…India should hike its solar power and solar thermal (steam-based power production) generation targets in the short term to achieve grid parity in terms of MW and KWhr cost with coal-based power plants in the long run, according to Mr Anil Srivastava, Global CEO, Areva Renewables.
….For a 500-MW coal plant, a 50 MW solar thermal would ensure 20 per cent savings in terms of daily coal use (equivalent to the replacement of feed water heating) and avoiding 31,000 tonnes of carbon-dioxide generation annually. Assuming that 10 per cent of 77 GW of coal fired plants are coupled to 522,750 MWhr/year of solar electric production would lead to 522, 750 tonnes of coal savings and avoiding 225,000 tonnes of carbon-dioxide generation as well, he said.
……On cost, he said a 50 MW plant would work out to $150 million. However, at least 35 per cent reduction in cost could be achieved through scaling up once volumes come in and supply chains are in place. Solar energy technology was simple and all it required was quality adherence by suppliers. Areva offers performance guarantees in terms of plant availability factor alongside other operational parameters that make projects bankable, he said.
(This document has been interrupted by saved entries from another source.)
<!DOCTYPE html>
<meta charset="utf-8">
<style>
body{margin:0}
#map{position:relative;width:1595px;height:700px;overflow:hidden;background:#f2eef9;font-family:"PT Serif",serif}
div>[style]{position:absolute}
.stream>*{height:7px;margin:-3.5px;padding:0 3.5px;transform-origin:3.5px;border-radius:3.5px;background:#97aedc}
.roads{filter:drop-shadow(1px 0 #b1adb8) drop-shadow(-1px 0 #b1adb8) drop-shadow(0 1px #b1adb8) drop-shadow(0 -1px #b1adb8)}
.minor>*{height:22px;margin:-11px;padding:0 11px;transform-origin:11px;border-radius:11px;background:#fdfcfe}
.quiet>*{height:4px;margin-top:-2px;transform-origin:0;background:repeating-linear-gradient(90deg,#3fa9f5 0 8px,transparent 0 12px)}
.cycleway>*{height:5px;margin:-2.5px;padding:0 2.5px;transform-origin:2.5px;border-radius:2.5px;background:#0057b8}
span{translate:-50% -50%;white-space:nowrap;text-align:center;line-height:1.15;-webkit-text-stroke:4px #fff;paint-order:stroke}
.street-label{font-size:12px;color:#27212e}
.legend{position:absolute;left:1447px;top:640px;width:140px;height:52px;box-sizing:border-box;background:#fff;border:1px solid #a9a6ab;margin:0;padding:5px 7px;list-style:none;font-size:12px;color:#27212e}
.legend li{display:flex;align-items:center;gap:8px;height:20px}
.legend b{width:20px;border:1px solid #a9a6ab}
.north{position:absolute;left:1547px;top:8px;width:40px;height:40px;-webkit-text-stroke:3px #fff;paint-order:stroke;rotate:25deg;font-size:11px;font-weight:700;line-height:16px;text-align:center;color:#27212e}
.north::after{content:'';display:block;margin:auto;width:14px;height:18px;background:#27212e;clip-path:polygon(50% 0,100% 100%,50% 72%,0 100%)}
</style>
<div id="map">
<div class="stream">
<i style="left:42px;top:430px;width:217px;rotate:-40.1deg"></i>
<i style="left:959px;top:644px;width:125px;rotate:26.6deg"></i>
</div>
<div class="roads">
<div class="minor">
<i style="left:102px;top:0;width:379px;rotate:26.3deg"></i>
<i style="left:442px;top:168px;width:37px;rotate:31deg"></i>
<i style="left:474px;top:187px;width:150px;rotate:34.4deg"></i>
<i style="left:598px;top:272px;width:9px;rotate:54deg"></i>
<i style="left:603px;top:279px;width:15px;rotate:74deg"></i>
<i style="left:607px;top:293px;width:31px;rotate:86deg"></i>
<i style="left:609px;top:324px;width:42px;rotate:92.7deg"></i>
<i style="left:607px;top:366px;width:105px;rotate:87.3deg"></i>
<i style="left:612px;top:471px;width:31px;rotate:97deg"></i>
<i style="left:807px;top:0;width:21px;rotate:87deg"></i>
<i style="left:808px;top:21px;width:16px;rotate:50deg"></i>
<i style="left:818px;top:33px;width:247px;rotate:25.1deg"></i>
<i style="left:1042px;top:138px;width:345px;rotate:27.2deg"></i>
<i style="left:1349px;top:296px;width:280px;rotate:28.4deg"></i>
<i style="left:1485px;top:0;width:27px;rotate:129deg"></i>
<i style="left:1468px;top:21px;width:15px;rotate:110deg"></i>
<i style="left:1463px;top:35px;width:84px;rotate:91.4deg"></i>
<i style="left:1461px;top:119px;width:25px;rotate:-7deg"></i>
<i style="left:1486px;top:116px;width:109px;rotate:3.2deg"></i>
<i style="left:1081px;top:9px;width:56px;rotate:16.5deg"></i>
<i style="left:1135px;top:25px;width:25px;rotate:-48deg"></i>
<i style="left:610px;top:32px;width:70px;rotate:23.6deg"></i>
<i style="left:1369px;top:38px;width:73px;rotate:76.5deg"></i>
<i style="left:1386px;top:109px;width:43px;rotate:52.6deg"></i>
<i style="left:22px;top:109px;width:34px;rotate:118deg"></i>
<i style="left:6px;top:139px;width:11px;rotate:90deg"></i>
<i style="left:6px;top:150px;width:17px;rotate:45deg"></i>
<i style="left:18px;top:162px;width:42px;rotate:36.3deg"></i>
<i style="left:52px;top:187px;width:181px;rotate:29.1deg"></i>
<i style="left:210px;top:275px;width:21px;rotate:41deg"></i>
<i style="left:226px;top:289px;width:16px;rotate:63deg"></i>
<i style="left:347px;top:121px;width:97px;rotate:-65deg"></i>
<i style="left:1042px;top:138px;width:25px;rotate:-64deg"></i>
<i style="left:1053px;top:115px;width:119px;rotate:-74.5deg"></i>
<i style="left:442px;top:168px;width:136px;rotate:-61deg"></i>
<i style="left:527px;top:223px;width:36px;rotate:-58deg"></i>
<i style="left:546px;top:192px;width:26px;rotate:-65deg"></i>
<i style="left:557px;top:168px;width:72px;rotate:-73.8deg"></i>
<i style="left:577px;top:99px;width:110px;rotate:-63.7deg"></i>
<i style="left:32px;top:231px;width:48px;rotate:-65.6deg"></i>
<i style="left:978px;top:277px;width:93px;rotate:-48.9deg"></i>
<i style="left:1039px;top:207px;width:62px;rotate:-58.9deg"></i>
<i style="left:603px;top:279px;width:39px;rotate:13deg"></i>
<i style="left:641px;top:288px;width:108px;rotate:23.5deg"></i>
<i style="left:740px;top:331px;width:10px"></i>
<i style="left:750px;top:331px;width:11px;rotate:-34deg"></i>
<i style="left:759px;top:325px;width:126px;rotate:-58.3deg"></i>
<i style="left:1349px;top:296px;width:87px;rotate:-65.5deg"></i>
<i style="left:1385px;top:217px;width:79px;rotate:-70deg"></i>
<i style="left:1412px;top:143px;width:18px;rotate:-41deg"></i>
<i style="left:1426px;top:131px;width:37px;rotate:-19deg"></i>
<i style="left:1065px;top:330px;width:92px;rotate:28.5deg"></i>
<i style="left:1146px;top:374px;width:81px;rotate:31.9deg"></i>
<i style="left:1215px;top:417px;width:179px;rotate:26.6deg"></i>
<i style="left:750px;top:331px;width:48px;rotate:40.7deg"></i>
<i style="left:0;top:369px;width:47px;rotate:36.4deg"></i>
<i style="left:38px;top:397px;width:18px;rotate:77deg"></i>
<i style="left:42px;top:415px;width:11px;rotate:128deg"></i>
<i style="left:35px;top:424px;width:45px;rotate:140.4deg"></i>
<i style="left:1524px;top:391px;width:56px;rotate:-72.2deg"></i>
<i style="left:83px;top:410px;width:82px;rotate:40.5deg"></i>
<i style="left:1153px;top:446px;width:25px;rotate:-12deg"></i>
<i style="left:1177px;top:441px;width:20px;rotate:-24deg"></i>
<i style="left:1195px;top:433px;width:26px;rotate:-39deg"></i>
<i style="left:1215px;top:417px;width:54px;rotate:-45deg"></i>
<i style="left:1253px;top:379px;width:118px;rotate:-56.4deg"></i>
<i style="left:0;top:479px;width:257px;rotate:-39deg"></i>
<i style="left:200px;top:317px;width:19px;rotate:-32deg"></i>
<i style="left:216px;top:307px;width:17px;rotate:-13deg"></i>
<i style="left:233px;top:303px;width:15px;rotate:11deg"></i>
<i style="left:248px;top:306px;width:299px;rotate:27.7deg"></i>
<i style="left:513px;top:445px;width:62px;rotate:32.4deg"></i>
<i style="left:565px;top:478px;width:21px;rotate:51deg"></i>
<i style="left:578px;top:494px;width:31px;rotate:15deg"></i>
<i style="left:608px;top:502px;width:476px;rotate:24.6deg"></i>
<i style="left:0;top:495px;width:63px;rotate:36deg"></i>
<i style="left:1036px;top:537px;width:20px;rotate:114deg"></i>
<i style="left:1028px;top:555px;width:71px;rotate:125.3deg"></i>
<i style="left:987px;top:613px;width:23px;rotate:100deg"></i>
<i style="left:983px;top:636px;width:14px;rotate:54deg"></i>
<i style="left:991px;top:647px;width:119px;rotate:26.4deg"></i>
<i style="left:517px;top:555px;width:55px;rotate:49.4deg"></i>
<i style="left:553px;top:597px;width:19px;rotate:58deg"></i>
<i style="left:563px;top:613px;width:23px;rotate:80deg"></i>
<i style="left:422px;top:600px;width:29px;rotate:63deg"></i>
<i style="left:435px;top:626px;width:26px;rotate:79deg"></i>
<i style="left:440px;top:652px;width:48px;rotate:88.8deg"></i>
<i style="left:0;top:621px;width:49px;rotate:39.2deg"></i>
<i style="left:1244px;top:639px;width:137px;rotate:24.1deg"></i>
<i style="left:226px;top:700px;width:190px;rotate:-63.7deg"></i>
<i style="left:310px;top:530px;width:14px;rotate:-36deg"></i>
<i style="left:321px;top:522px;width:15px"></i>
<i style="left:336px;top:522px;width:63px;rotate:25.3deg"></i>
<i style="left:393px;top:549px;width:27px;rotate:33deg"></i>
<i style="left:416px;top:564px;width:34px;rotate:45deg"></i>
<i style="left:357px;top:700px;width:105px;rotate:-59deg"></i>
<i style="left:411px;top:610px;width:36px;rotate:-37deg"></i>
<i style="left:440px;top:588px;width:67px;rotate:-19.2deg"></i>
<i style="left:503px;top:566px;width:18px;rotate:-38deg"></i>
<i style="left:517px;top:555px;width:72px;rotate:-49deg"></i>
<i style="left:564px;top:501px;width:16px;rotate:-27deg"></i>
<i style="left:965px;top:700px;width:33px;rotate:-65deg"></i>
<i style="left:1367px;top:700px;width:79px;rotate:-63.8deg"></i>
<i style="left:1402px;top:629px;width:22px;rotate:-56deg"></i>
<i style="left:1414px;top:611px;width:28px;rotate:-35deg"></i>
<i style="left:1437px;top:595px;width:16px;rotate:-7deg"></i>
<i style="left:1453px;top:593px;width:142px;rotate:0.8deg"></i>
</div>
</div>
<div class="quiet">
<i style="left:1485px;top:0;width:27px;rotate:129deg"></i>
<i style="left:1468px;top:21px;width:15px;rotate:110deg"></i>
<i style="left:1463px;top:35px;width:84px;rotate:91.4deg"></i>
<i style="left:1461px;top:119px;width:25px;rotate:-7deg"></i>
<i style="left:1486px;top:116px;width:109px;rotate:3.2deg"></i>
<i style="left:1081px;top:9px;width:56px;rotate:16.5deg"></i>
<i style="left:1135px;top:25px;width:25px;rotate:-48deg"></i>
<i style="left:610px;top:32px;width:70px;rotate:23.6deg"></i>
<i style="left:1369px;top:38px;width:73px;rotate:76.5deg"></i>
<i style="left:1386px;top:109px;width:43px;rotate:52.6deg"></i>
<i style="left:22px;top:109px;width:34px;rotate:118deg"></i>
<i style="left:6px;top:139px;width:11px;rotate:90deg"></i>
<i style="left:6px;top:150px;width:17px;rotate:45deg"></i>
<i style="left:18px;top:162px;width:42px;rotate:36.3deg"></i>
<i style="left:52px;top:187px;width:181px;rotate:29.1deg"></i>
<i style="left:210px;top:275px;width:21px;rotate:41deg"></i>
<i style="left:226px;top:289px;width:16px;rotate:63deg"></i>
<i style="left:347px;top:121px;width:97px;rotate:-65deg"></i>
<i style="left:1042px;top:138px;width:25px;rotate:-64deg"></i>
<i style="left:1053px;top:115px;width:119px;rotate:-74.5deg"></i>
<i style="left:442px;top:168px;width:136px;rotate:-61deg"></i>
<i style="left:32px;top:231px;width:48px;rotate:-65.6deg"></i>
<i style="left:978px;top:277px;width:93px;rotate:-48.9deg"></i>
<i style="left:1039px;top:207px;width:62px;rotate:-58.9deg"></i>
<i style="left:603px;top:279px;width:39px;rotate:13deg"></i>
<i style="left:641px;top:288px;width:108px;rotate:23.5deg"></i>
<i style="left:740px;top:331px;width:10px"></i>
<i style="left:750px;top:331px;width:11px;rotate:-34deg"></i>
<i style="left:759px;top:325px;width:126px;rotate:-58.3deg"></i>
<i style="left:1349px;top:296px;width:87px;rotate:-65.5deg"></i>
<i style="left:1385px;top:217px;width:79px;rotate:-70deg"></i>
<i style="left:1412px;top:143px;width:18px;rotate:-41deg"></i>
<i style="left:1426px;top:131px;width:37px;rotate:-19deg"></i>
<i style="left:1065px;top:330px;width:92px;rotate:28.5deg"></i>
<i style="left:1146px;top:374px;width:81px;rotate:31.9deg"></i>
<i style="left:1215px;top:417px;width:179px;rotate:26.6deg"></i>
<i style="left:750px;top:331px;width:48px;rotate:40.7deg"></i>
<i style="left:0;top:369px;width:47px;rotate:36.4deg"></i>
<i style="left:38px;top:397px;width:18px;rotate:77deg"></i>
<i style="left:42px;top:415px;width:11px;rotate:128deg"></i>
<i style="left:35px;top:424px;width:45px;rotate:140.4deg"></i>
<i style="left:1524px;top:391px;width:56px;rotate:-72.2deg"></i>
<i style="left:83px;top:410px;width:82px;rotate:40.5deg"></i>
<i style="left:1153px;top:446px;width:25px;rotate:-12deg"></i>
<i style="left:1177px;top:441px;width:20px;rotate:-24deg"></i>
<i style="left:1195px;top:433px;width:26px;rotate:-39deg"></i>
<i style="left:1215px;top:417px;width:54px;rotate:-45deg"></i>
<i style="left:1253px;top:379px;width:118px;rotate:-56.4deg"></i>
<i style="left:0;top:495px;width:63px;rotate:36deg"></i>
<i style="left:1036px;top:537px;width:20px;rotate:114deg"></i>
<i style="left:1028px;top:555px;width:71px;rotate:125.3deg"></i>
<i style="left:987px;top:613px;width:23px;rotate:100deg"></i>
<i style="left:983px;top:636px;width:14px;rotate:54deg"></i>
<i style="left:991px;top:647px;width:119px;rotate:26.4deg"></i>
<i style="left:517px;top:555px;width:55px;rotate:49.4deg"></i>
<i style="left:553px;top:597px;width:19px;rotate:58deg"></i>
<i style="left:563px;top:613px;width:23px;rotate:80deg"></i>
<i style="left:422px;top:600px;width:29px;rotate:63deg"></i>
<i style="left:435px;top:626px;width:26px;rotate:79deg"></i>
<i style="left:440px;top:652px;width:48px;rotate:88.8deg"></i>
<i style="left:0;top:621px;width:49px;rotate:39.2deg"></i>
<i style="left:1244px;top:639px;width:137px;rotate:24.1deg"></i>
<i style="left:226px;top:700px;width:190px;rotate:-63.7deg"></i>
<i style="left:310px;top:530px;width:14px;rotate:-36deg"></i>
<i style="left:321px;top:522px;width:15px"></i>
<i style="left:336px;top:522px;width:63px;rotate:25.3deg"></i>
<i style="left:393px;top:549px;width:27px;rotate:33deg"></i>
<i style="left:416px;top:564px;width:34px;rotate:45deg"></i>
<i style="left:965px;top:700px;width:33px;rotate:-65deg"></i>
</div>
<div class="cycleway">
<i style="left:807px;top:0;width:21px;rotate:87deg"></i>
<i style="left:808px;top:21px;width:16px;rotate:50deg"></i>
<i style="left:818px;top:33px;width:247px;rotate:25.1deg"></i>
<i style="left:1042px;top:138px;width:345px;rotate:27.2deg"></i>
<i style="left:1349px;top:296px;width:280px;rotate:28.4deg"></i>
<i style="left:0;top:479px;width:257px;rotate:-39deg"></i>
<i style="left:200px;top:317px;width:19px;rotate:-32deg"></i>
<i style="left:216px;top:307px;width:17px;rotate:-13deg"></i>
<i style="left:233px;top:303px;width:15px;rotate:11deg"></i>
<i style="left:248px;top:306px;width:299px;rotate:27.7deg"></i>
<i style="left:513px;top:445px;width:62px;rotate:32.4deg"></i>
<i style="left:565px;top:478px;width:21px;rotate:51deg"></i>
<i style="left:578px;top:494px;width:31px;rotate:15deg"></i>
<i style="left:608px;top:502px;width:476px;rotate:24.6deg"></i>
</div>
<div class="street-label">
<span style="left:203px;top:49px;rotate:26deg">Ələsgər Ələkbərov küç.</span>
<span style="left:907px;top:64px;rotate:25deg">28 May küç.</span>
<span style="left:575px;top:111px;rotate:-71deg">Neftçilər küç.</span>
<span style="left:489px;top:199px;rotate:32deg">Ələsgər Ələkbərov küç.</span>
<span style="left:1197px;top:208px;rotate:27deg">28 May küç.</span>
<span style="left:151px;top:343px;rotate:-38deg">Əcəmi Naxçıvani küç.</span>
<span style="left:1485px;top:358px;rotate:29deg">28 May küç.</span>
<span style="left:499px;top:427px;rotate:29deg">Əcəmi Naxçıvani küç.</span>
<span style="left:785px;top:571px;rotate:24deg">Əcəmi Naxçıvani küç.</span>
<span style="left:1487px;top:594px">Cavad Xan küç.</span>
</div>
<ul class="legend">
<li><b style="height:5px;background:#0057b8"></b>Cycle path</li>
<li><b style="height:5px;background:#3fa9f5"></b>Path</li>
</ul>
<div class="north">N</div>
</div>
The most important component of such thermal power projects in India is feasible land. A typical 500MW project requires about 300 acres of land. However, the above mentioned model requires about 550 acres of land. Given that such a land extend could support a 1000-1200MW thermal power project wonder if there would be developers who would consider such a combinaton of coal and solar as the author of the quoted article suggests.